MARCO PIERRE WHITE
It turns out that while imitation may be the sincerest form of flattery, it doesn’t always equate to success. After just three weeks on the air, NBC has decided to cancel the Marco Pierre White “Top Chef-ish” incarnation, Chopping Block. The show has come in last place against all the major networks in the past two weeks and this week only averaged 2.6 million viewers. The network will instead run Law & Order reruns in the time slot until a replacement is found. Sidebar, does anyone else realize that Law & Order has been on for 19 years? Not that I feel old or anything. Ok, maybe a little.
Following suit of hit shows like Hell’s Kitchen and Top Chef, NBC debut its own incarnation tonight (March 11th) called The Chopping Block. Those of you whom have been sitting in a depression induced comatose since the season finale of Top Chef are saved.
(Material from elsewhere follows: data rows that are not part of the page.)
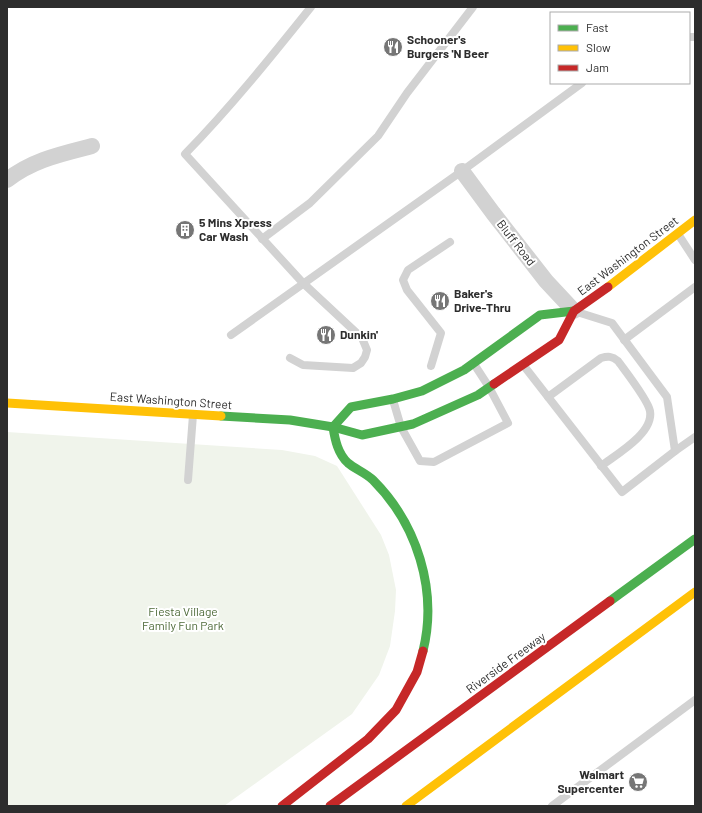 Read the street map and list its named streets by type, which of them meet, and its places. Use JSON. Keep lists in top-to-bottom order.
{
  "streets": {
    "main road": ["East Washington Street", "Riverside Freeway"],
    "street": ["Bluff Road"]
  },
  "crossings": [
    ["Bluff Road", "East Washington Street"]
  ],
  "parks": ["Fiesta Village Family Fun Park"],
  "places": {
    "restaurant": ["Schooner's Burgers 'N Beer", "Baker's Drive-Thru", "Dunkin'"],
    "building": ["5 Mins Xpress Car Wash"],
    "supermarket": ["Walmart Supercenter"]
  },
  "legend": ["Fast", "Slow", "Jam"]
} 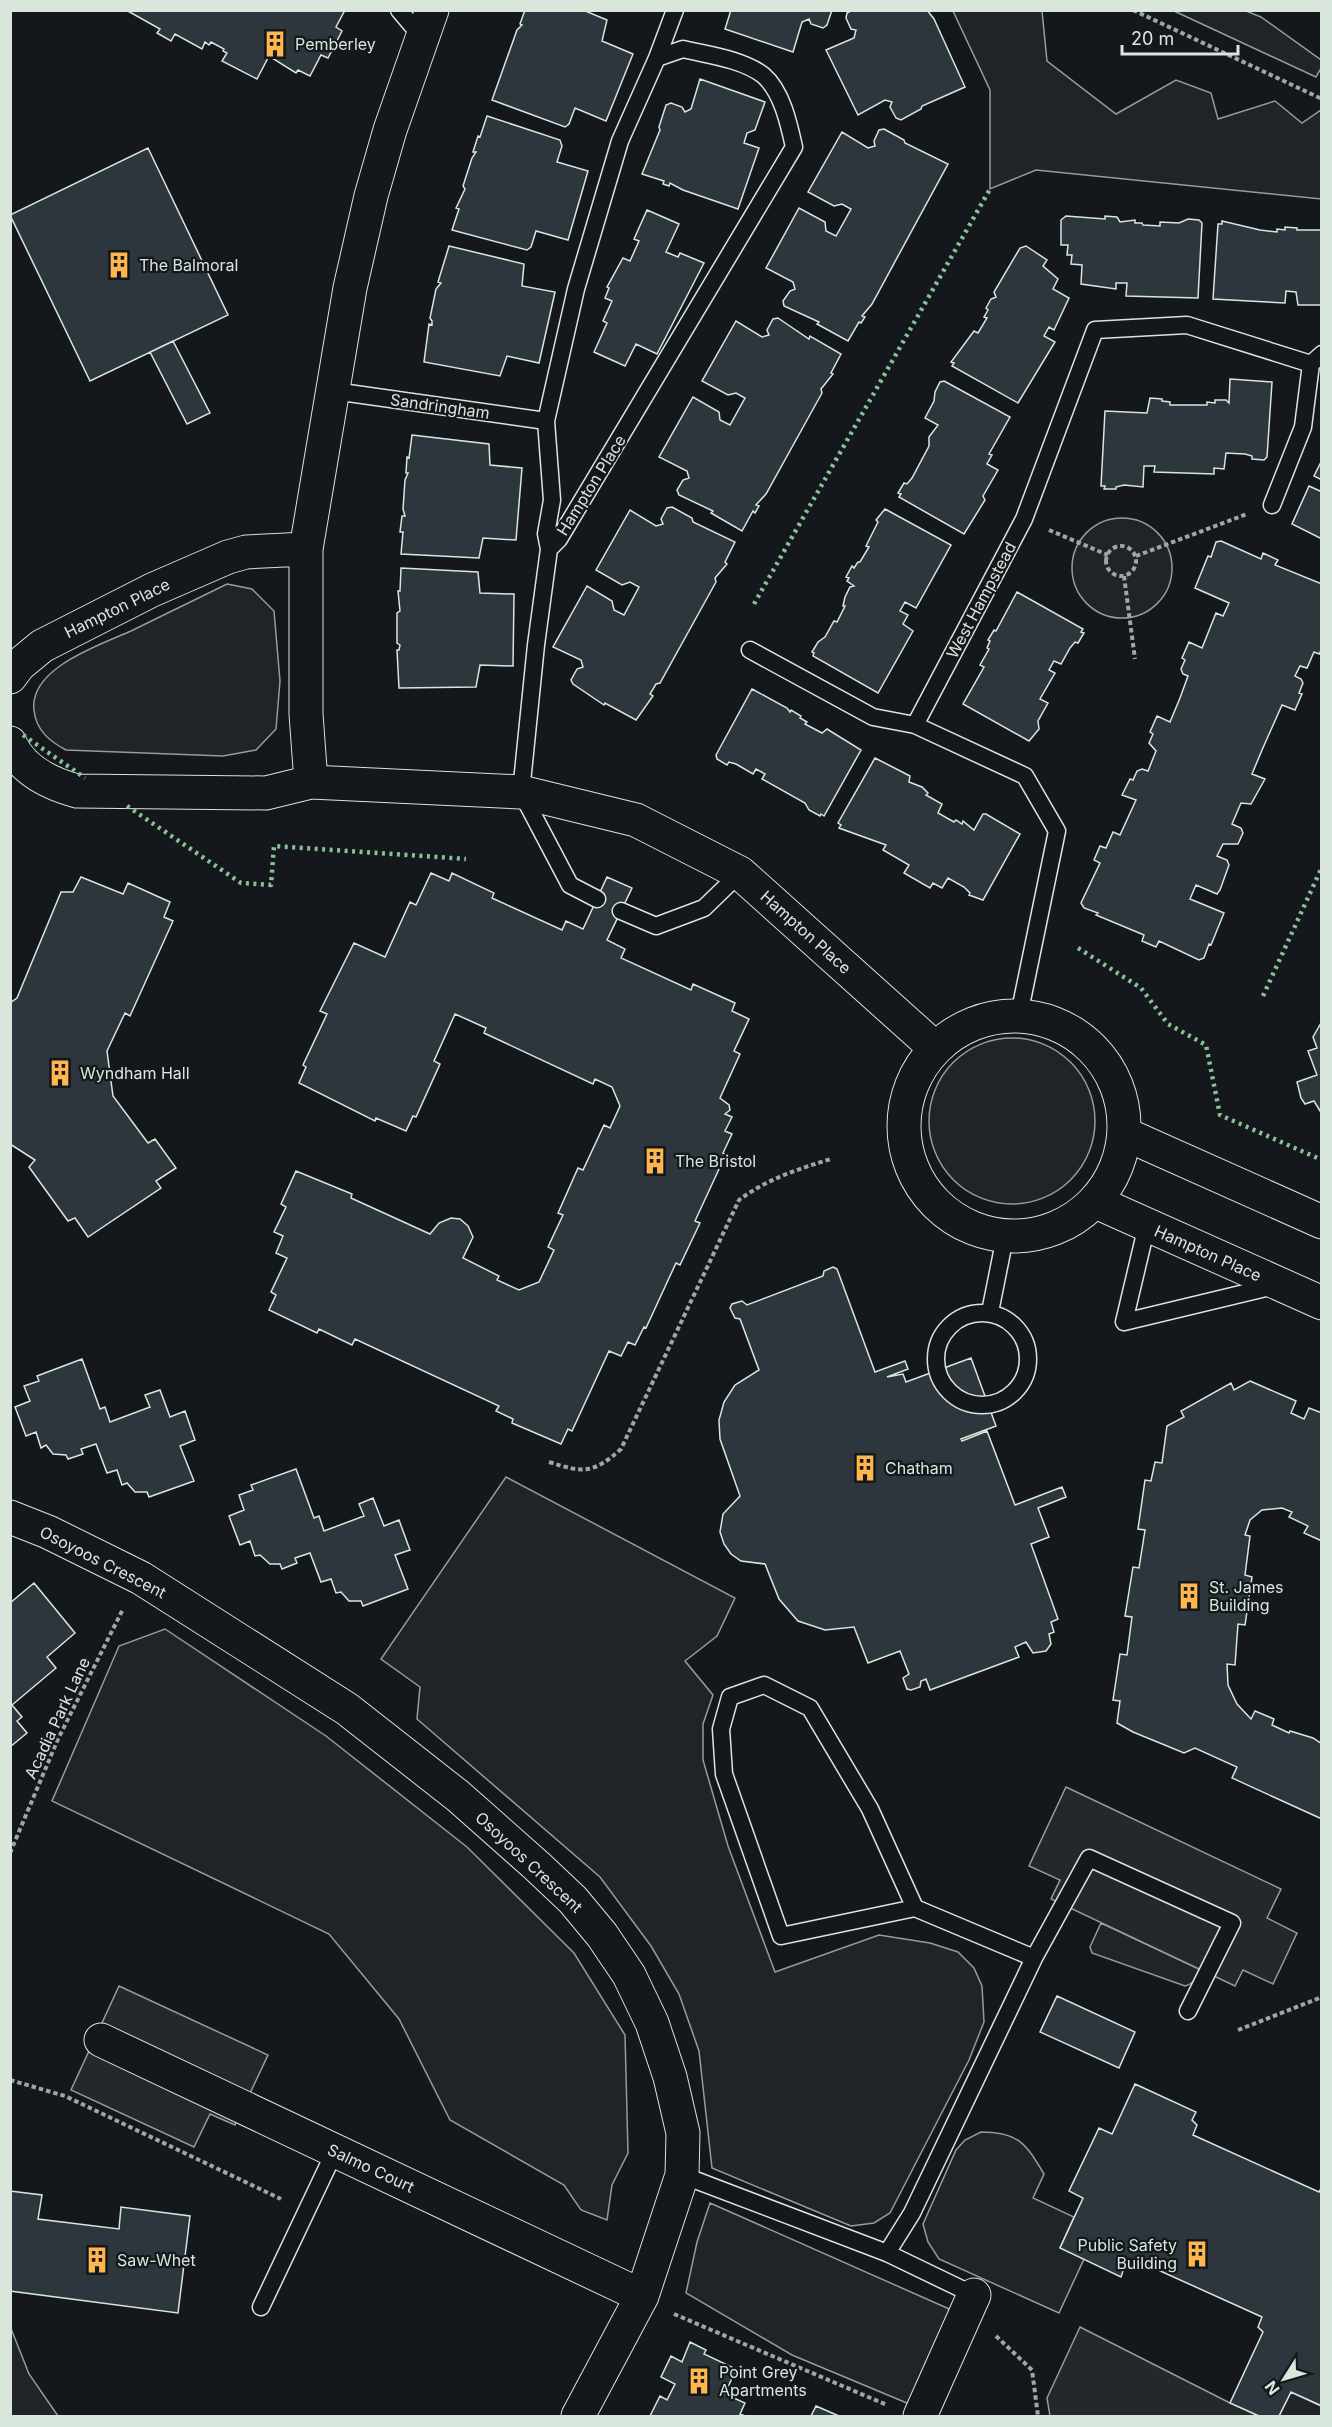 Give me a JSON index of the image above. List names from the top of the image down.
{
  "streets": {
    "street": ["Hampton Place", "Osoyoos Crescent", "Salmo Court"],
    "lane": ["Sandringham", "West Hampstead"],
    "path": ["Acadia Park Lane"]
  },
  "crossings": [
    ["Sandringham", "Hampton Place"],
    ["Osoyoos Crescent", "Salmo Court"]
  ],
  "places": {
    "building": [
      "Pemberley",
      "The Balmoral",
      "Wyndham Hall",
      "The Bristol",
      "Chatham",
      "St. James Building",
      "Public Safety Building",
      "Saw-Whet",
      "Point Grey Apartments"
    ]
  },
  "scale_bar": "20 m",
  "north": "bottom left"
}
Hosted by Chef Marco Pierre White (who is as well known in Britain as his former protégé, Gordon Ramsay) the show offers a refreshing new format. The two teams of 16 contestants are made up of pairs — married couples, siblings, mothers and daughters — and they all have hard-luck stories and financial hurdles that lend a virtuous streak to their quests to open restaurants in New York. Kind of invokes that movie cliché’ of the Midwestern girl who packs it all up and moves to the big city in search of her dreams! Wait, no maybe, it definitely does. Where I typically expect white uniform donned snarling chefs, I find that NBC’s franchise lends itself to a more “The Biggest Loser” persona - with constant flashbacks and over the top montages of tears and triumph. Sigh. As corny as it sounds, it all actually works together in a batch of warm gooey reality TV goodness.